▸ **TASK GOAL**:
From the material that follows, count the lines with the word "controls" in them. Reply with the number only.

▸ **MATERIAL SUPPLIED**:
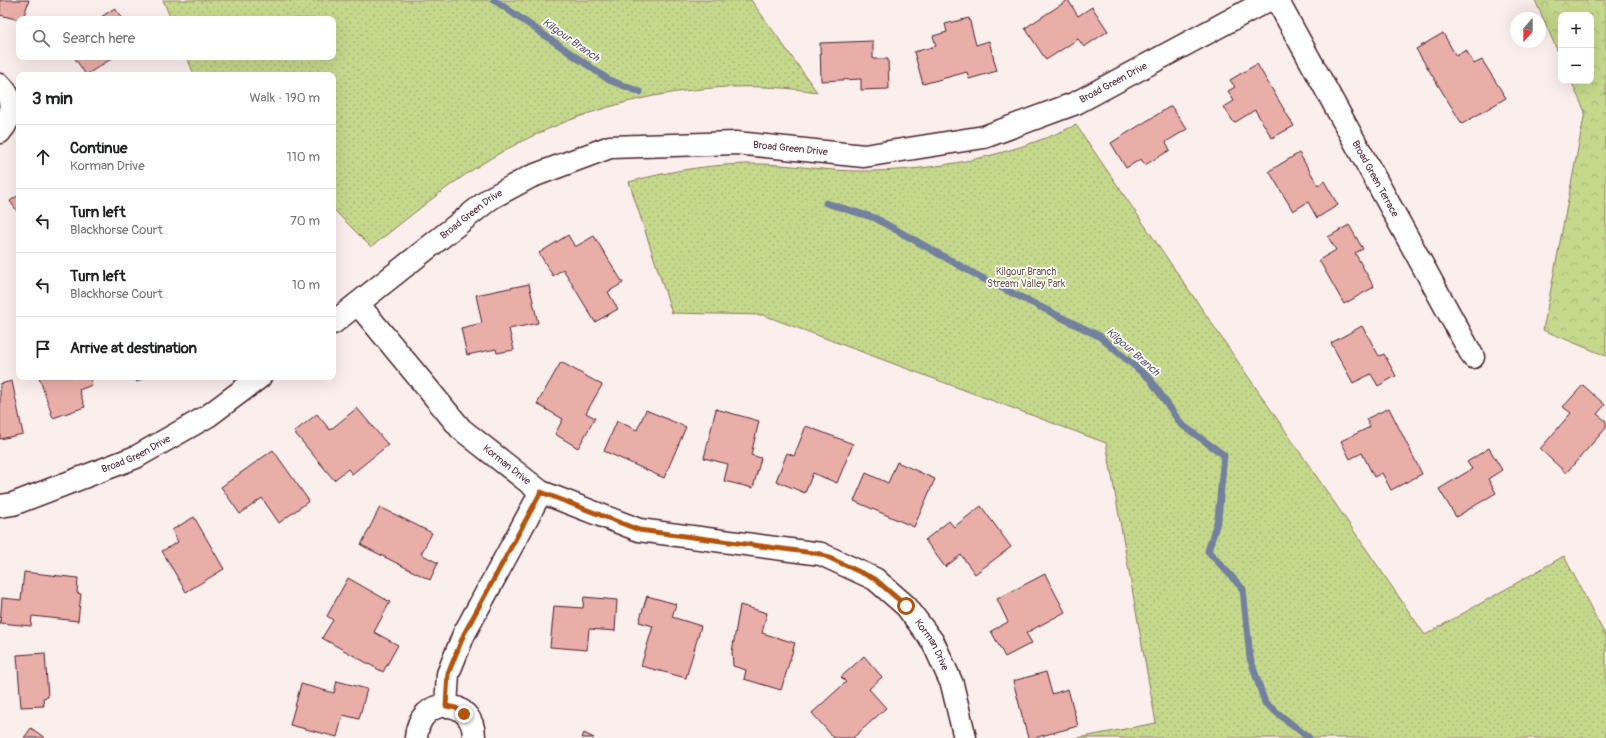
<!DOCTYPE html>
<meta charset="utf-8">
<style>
:root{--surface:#fff;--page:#f6f6f6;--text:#202124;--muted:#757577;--line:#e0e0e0}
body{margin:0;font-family:Pangolin,sans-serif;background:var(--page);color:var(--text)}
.controls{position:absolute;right:12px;top:12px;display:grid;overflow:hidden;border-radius:8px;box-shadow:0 4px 16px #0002}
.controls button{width:36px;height:36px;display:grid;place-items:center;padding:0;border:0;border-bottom:1px solid var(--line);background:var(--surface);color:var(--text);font:20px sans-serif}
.compass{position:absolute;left:1510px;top:12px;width:36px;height:36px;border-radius:50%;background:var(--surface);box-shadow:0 4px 16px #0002;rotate:201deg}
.stop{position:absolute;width:12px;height:12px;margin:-9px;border:3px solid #b45309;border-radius:50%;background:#fff}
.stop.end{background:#b45309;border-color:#fff;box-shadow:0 1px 4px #0008}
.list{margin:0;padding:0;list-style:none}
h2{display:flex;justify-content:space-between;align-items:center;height:52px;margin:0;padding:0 16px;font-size:17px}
h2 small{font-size:13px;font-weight:400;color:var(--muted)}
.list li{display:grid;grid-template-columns:26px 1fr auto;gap:12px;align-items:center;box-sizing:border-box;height:64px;padding:0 16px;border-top:1px solid var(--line)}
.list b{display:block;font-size:15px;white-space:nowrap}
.list p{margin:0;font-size:13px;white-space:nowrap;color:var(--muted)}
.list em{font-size:13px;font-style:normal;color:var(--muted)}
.icon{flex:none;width:22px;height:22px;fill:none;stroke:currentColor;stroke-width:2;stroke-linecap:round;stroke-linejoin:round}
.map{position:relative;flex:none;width:1606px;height:738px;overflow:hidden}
.search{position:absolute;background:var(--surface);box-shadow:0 4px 16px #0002;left:16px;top:16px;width:320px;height:44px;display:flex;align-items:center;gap:10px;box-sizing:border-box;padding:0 14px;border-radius:8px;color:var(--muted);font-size:15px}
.panel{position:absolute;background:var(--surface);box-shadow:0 4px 16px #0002;left:16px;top:72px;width:320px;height:308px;border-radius:8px}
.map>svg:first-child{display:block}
.forest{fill:url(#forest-crowns);stroke:#887c5c}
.park{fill:url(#park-dots);stroke:#887c5c}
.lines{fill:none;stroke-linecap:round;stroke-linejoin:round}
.stream{stroke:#73809e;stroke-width:7}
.building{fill:#e9aea8;stroke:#4a1f2b}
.minor-casing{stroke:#4a1f2b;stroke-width:25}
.minor{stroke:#fff;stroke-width:22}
.route{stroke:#b45309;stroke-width:5}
.labels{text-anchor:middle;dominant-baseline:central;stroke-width:3.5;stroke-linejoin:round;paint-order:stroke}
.street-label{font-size:10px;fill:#4a1f2b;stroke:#fff}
.park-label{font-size:10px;fill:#6f5648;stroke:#fff}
.water-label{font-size:11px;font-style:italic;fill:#62586e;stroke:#fff}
</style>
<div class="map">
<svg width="1606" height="738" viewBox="0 0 1606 738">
<defs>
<pattern id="forest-crowns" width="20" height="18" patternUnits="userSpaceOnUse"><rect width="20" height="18" fill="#c5d88c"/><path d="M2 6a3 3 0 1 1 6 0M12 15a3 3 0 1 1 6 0" fill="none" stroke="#abb979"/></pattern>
<pattern id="park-dots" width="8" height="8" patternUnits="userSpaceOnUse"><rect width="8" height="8" fill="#c5d88c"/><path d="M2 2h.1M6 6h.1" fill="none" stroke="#abb979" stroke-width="1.8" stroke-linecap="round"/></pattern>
</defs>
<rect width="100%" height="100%" fill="#fbefee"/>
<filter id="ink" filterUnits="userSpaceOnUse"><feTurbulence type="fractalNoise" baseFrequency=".025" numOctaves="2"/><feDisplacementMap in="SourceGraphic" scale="8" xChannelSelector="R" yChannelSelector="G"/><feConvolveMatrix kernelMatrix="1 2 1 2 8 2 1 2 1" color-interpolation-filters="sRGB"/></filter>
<g filter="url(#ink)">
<path class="forest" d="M1535 0H1606V356L1543 330 1585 112 1571 81H1591V15H1561V59Z"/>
<path class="park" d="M163 0H751L817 92C702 74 578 103 480 165 442 189 407 219 371 247L333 209V75H196L193 72 187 57H333V19H171Z
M1076 125 1425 635 1564 556 1606 637V738H1078L1156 723 1106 443 763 315 672 313 629 182C673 170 717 163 763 164 795 165 827 171 859 171 933 172 1010 156 1076 125Z"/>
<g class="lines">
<path class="stream" d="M494 0 609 80 640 92
M826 203 875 218 980 277 1099 336 1150 379 1181 424 1224 455 1218 519 1208 551 1243 589 1250 658 1265 703 1309 738"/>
</g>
<path class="building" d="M0 0H29L23 19H19V20L0 15Z
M1068 0 1078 16 1092 7 1108 31 1084 47 1078 39 1046 60 1025 28Z
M115 8 122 19H98Z
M969 18 976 45 989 41 997 71 969 79 967 72 923 84 914 52 936 46 933 36 947 32 945 24Z
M1443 33 1456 56 1466 50 1474 64 1482 60 1506 98 1462 124 1416 49Z
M873 41V59H888L889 89 861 90V79L821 81 820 43Z
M74 57H114L86 75Z
M1257 64 1294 126 1272 138 1255 110 1234 123 1224 107 1234 101 1228 91 1235 87 1230 80Z
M1171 106 1187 129 1166 142 1170 150 1145 165 1141 159 1126 168 1111 143Z
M1299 153 1318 185 1324 181 1338 205 1317 218 1308 202 1293 211 1269 171Z
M19 195V214L10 201Z
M1349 225 1363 249 1355 253 1374 287 1344 304 1319 260 1336 250 1328 237Z
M568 235 575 247 594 236 623 283 608 292 618 309 595 322 563 269 553 276 539 253Z
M529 284 538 323 509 329 514 350 497 353 496 349 467 355 461 328 482 323 476 295Z
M1362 326 1379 356 1384 354 1396 376 1378 386 1371 374 1353 383 1331 343Z
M561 362 602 385 586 413 595 418 578 448 555 434 563 419 537 404Z
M39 377H93L90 378 92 385 79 390 85 407 53 418Z
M134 377H146L137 382Z
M12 381 23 434 0 439V384Z
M1583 385 1605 405 1597 414 1606 421V428L1566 473 1540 449 1571 413 1563 407Z
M357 408 388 445 352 474 348 469 334 480 294 432 317 414 330 430Z
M1389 408 1422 474 1391 490 1382 473 1374 477 1362 453 1350 459 1341 441 1370 427 1366 419Z
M716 409 759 421 751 455 761 458 753 488 724 481 728 464 704 458Z
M646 410 686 427 664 478 604 451 617 421 637 430Z
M806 426 853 444 837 483 813 473 805 493 776 481 787 453 794 456Z
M1489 448 1502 470 1488 479 1496 493 1456 517 1439 489 1472 469 1467 462Z
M273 450 309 501 279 523 262 498 240 514 221 487Z
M897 462 935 479 914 527 854 501 866 473 888 483Z
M981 506 1011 547 975 574 961 555 945 567 925 540 949 521 954 527Z
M380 507 432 533 421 554 438 563 430 580 361 545Z
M194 517 224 569 186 592 162 551 178 542 172 530Z
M24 572 78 578 77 593 81 594 78 621 32 616 31 626 0 623 2 598 21 600Z
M1045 574 1065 612 1026 633 1032 643 1005 657 991 631 1008 622 997 599Z
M348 578 390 602 374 632 398 645 383 672 322 638 333 620 327 616Z
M647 596 676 604 672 617 701 626 686 678 641 666 653 626 639 622Z
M584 597 617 600 615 631 589 629 587 650 550 647 554 606 583 608Z
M740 605 767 613 762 633 795 643 781 690 744 679 746 670 733 666 732 652Z
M45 653 48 697 43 698 44 706 21 707 17 655Z
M864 656 882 677 869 689 886 708 853 738H834L812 713 846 682 841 677Z
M1046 672 1052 694 1068 689 1078 726 1034 738H1028L1013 681Z
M337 681 367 689 359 719 343 715 337 737 290 725 301 684 334 693Z
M31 728 45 738H24Z
M584 733 594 738H582Z"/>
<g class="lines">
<defs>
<g id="minor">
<path id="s1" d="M1277 0 1473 357"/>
<path d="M0 85C15 99 13 117 0 132"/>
<path id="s2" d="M358 304 461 429 541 492 639 530 821 554 875 579 906 606 933 642 952 684 965 738"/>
<path id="s3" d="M333 323 491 198 530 177 610 147 736 143 864 156 984 137 1076 103 1268 0"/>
<path id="s4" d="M0 506 13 504 136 457 208 416 260 377"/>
<path d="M446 706 448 674 464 634 541 492"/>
<path d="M416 738C419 693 475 697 474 738"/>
</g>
</defs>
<use href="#minor" class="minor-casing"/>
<use href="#minor" class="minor"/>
</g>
</g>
<g class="lines" filter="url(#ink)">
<path class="route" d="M464 714 456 708 446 706 448 674 464 634 541 492 639 530 821 554 875 579 906 606"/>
</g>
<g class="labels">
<g class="street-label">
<text stroke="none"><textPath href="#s3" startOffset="848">Broad Green Drive</textPath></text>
<text stroke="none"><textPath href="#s3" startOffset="512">Broad Green Drive</textPath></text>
<text stroke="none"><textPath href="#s1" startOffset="204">Broad Green Terrace</textPath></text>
<text stroke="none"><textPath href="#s3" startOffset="176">Broad Green Drive</textPath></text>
<text stroke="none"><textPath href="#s4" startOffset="146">Broad Green Drive</textPath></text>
<text stroke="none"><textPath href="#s2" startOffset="220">Korman Drive</textPath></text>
<text stroke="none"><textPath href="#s2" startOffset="700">Korman Drive</textPath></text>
</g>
<g class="park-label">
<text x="1026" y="272">Kilgour Branch<tspan x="1026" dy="12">Stream Valley Park</tspan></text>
</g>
<g class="water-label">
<text transform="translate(571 40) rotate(35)">Kilgour Branch</text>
<text transform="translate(1133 352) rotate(41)">Kilgour Branch</text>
</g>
</g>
</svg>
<div class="controls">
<button>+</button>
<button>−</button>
</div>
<svg class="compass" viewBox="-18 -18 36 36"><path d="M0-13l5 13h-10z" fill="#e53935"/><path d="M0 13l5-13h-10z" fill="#757577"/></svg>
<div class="stop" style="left:906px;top:606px"></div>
<div class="stop end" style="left:464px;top:714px"></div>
<div class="search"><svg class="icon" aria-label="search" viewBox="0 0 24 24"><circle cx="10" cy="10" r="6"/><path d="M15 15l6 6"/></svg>Search here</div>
<section class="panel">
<h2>3 min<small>Walk · 190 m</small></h2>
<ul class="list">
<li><svg class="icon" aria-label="ahead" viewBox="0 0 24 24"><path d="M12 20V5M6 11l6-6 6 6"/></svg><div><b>Continue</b><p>Korman Drive</p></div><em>110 m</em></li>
<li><svg class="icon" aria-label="left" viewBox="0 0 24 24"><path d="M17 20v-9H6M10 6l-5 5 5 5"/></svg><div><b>Turn left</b><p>Blackhorse Court</p></div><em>70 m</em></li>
<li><svg class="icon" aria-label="left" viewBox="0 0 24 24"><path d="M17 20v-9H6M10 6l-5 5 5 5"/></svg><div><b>Turn left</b><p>Blackhorse Court</p></div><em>10 m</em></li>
<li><svg class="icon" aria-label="arrive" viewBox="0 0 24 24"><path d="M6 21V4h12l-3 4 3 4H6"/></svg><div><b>Arrive at destination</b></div></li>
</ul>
</section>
</div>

▸ **ANSWER TO THE EXERCISE**:
3